Goal of the exercise:
Below are entries; work out how many of their lines hold "labels", giving only that number.

Dataset excerpts:
++++++++++
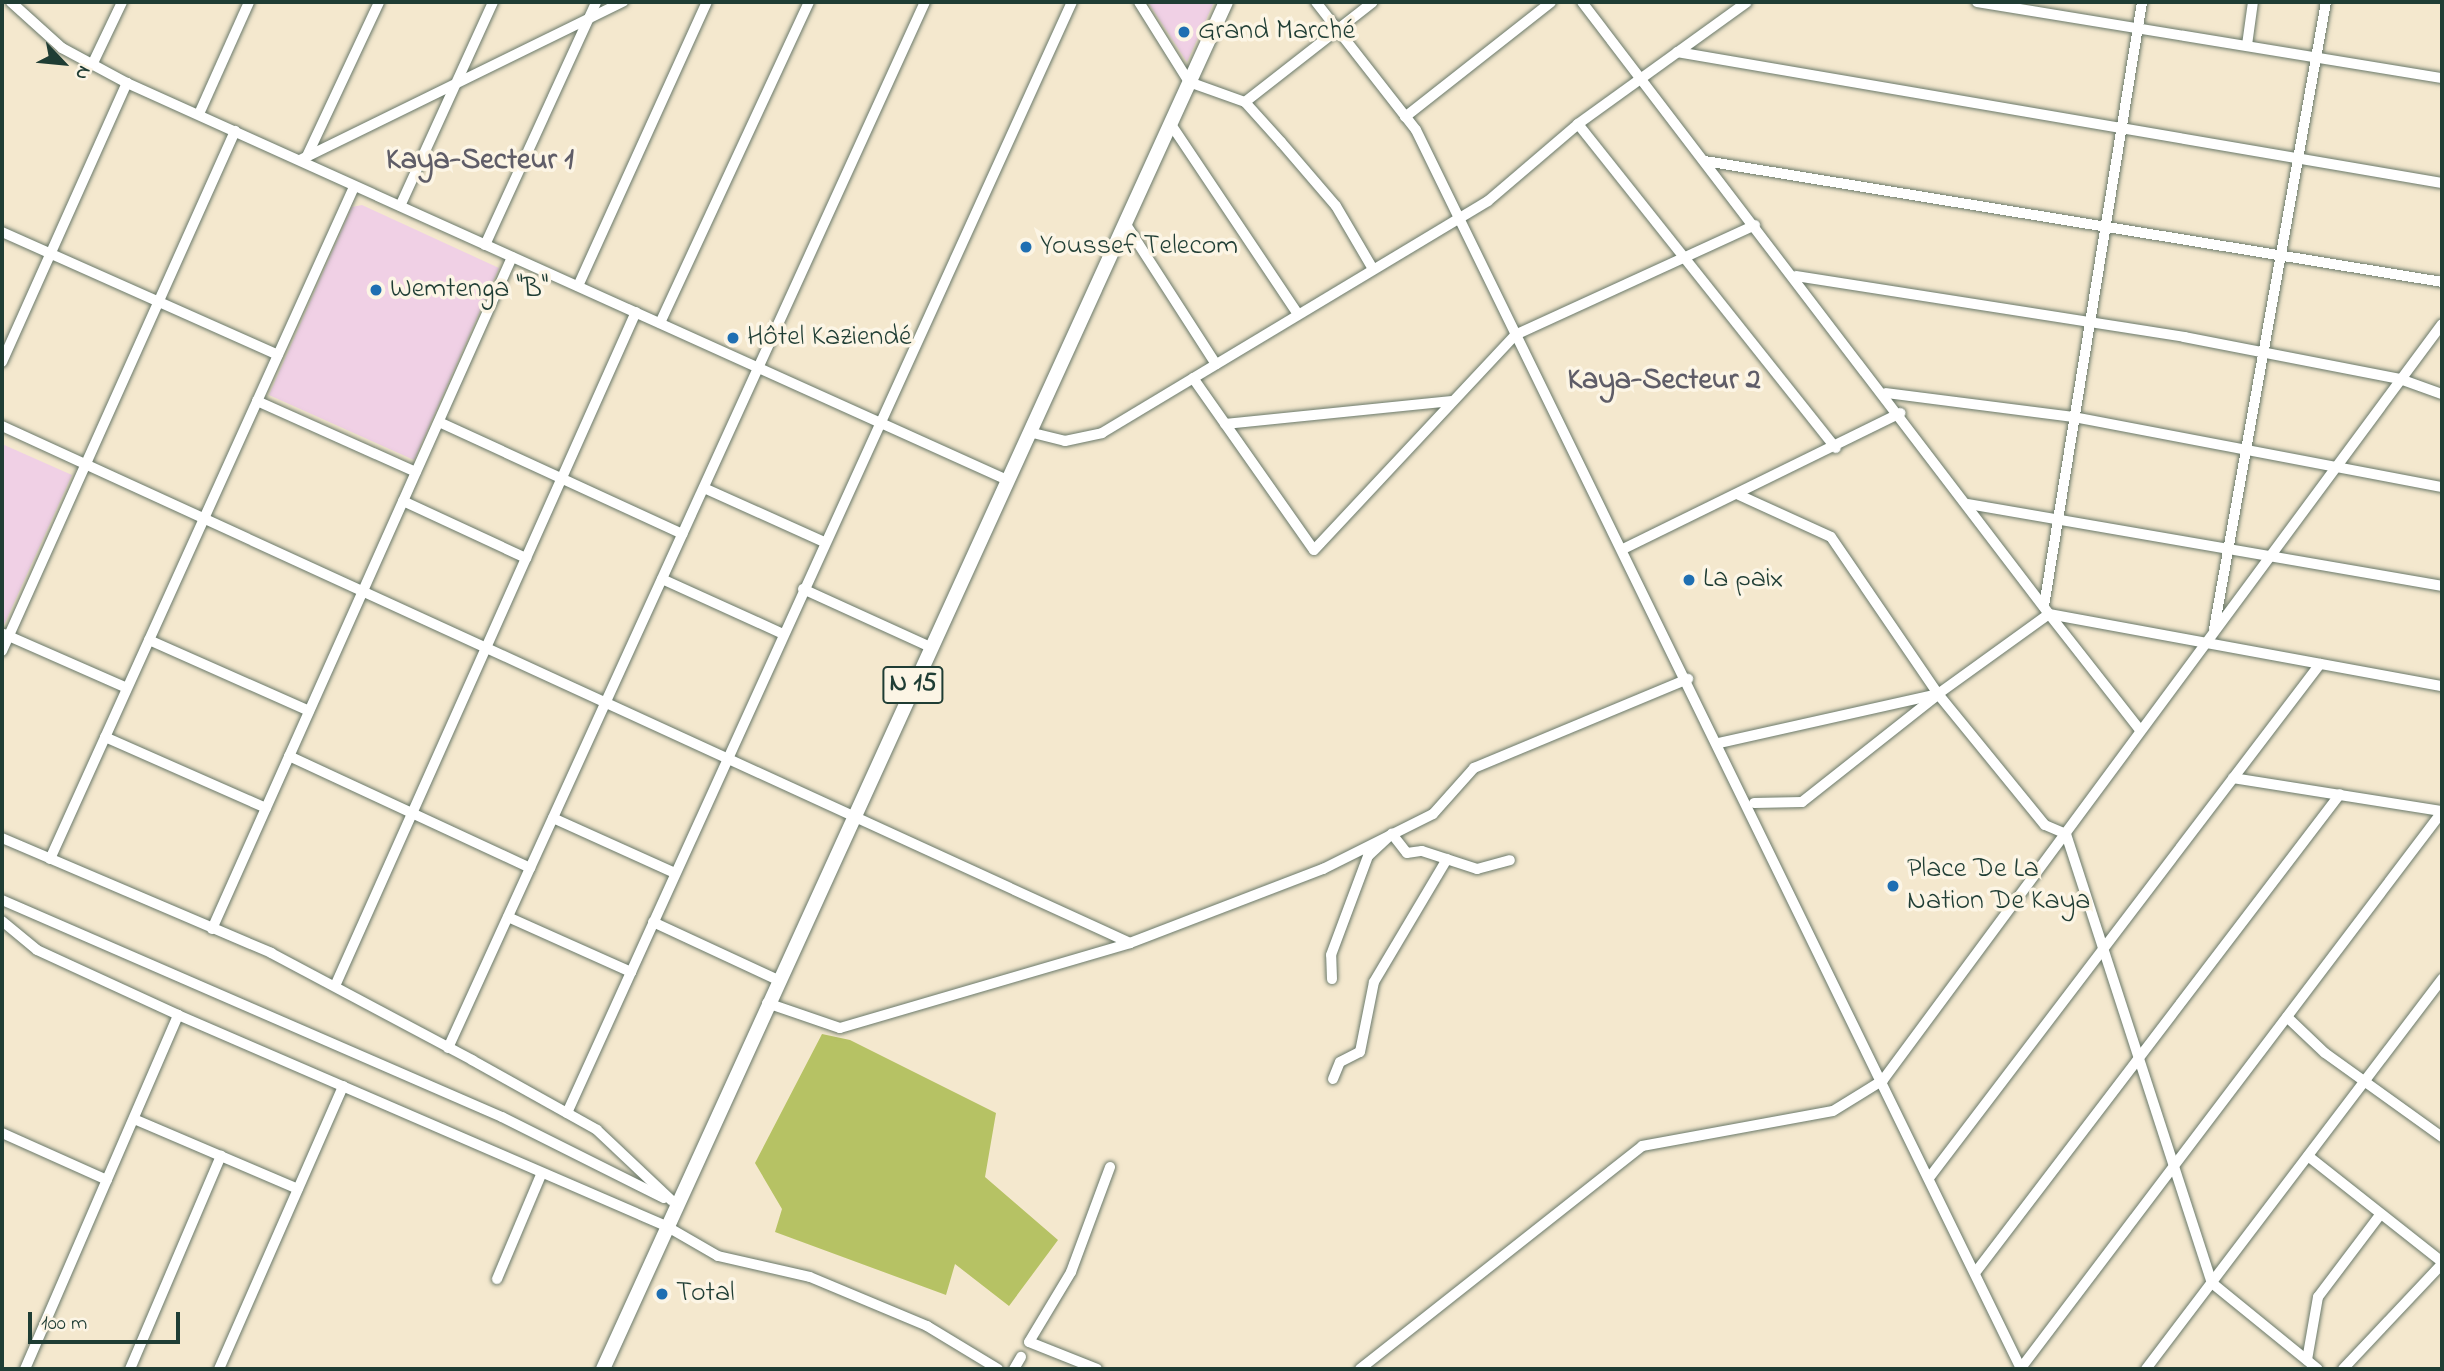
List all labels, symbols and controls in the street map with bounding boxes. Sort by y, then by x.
++++++++++
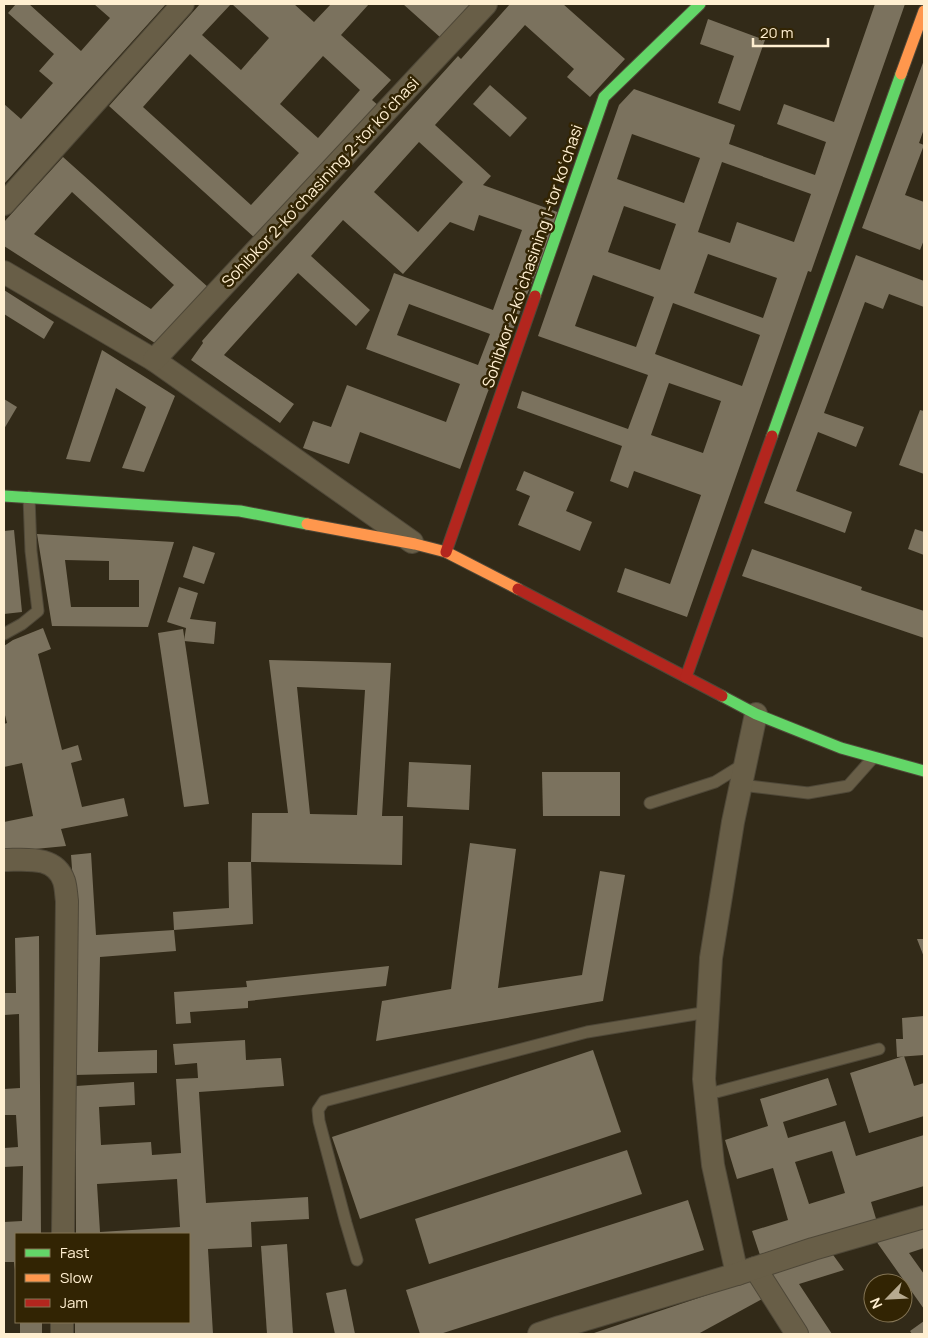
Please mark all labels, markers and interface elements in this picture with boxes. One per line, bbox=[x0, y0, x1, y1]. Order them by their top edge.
++++++++++
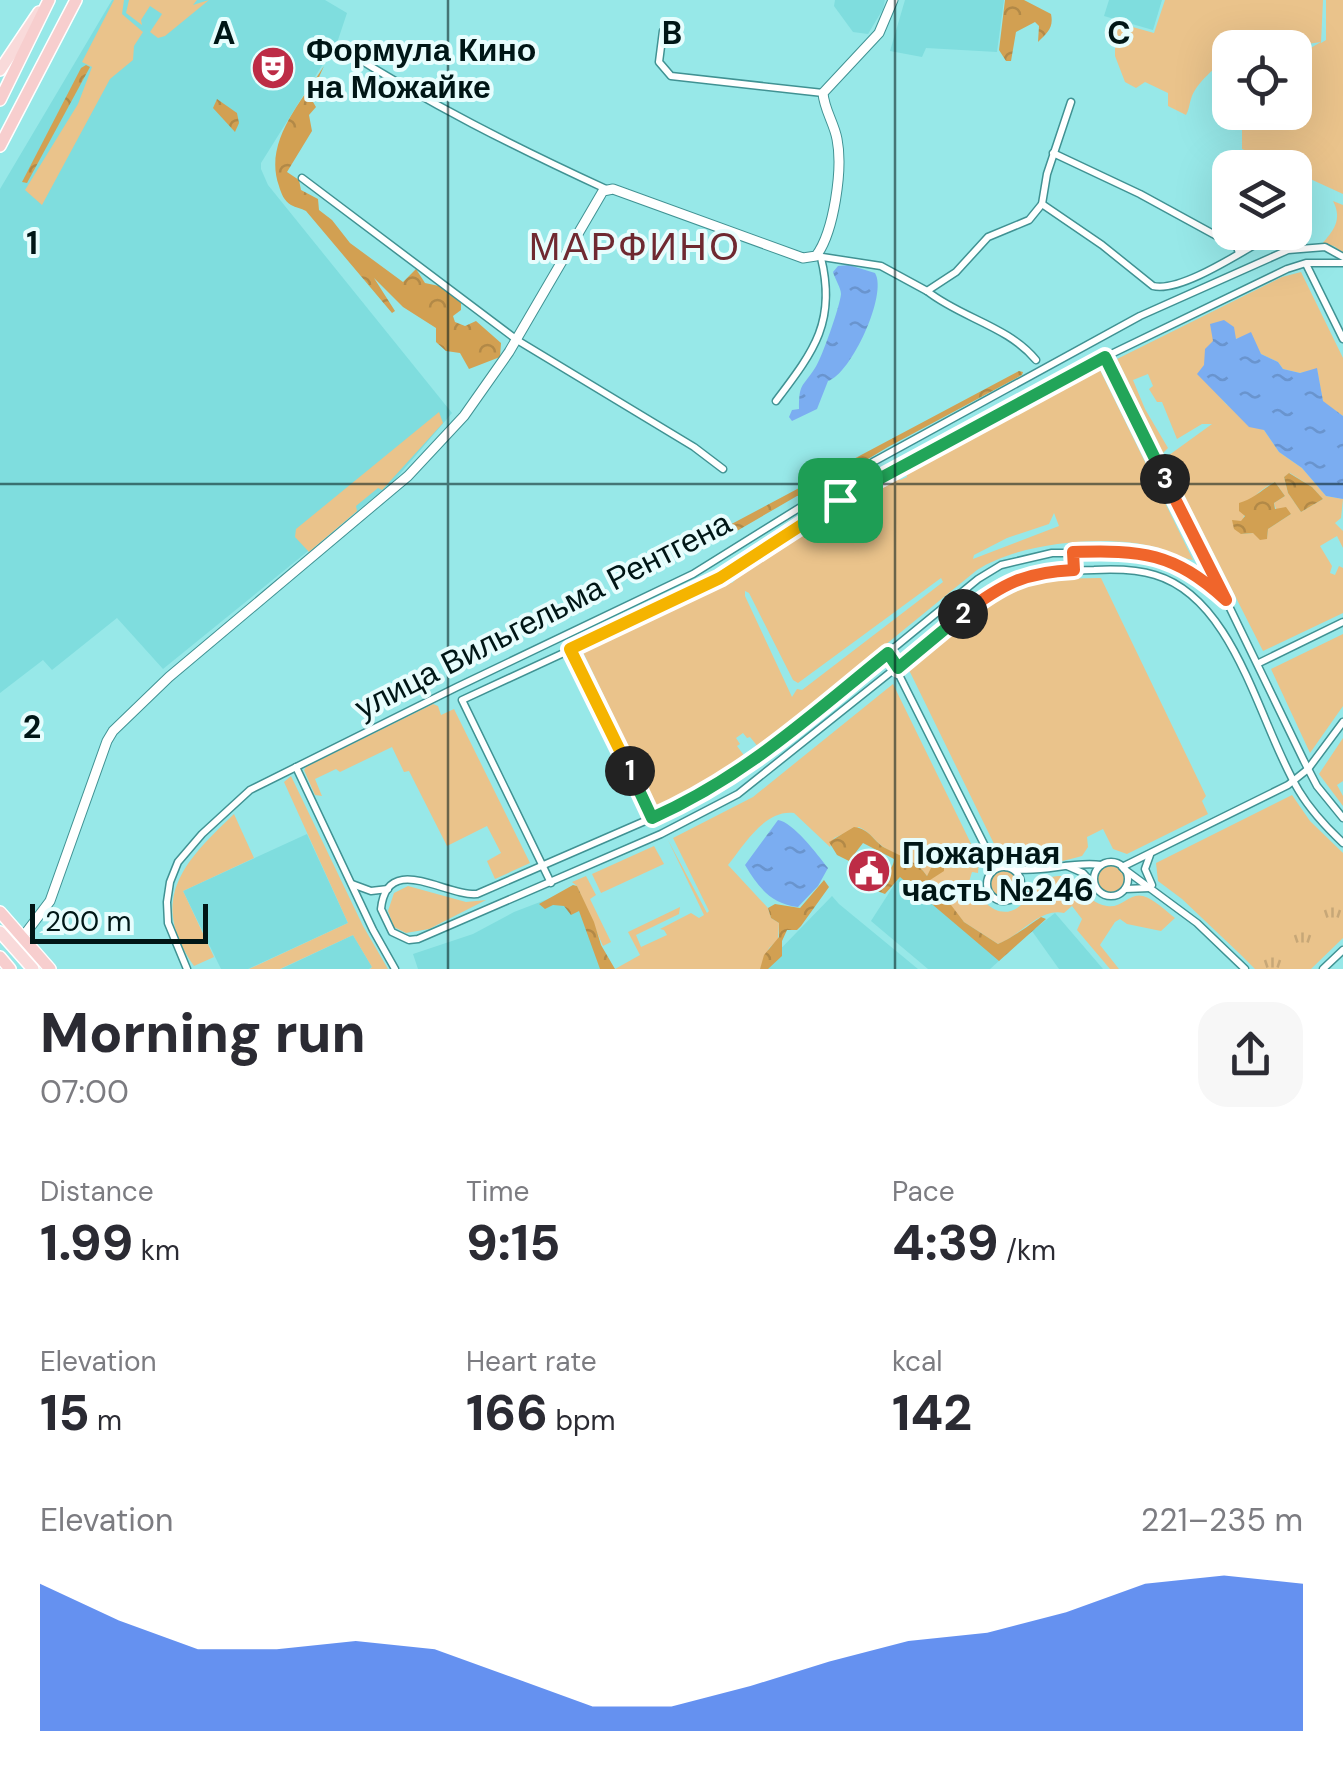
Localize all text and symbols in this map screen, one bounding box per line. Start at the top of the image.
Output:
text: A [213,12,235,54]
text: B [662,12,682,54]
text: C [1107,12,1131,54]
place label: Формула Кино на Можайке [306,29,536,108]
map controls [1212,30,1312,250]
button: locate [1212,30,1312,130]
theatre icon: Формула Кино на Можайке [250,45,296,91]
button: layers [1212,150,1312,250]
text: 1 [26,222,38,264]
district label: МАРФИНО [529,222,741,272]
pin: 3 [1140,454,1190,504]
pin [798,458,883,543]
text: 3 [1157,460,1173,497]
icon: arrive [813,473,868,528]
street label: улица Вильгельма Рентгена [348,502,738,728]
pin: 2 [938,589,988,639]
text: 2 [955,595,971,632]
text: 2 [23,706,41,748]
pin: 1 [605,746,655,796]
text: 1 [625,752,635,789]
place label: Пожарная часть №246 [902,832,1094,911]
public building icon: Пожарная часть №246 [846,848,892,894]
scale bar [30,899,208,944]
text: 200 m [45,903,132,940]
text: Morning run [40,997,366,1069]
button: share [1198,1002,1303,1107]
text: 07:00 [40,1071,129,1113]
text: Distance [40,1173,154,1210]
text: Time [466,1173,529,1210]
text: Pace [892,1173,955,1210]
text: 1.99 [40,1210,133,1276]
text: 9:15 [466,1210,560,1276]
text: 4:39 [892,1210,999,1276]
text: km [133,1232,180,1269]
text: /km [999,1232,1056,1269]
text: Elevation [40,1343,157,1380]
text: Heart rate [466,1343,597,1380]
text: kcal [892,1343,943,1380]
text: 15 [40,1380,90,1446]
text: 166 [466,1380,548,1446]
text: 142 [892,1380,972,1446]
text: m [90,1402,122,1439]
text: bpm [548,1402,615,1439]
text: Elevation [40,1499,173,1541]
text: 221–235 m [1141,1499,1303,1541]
++++++++++
Task response:
2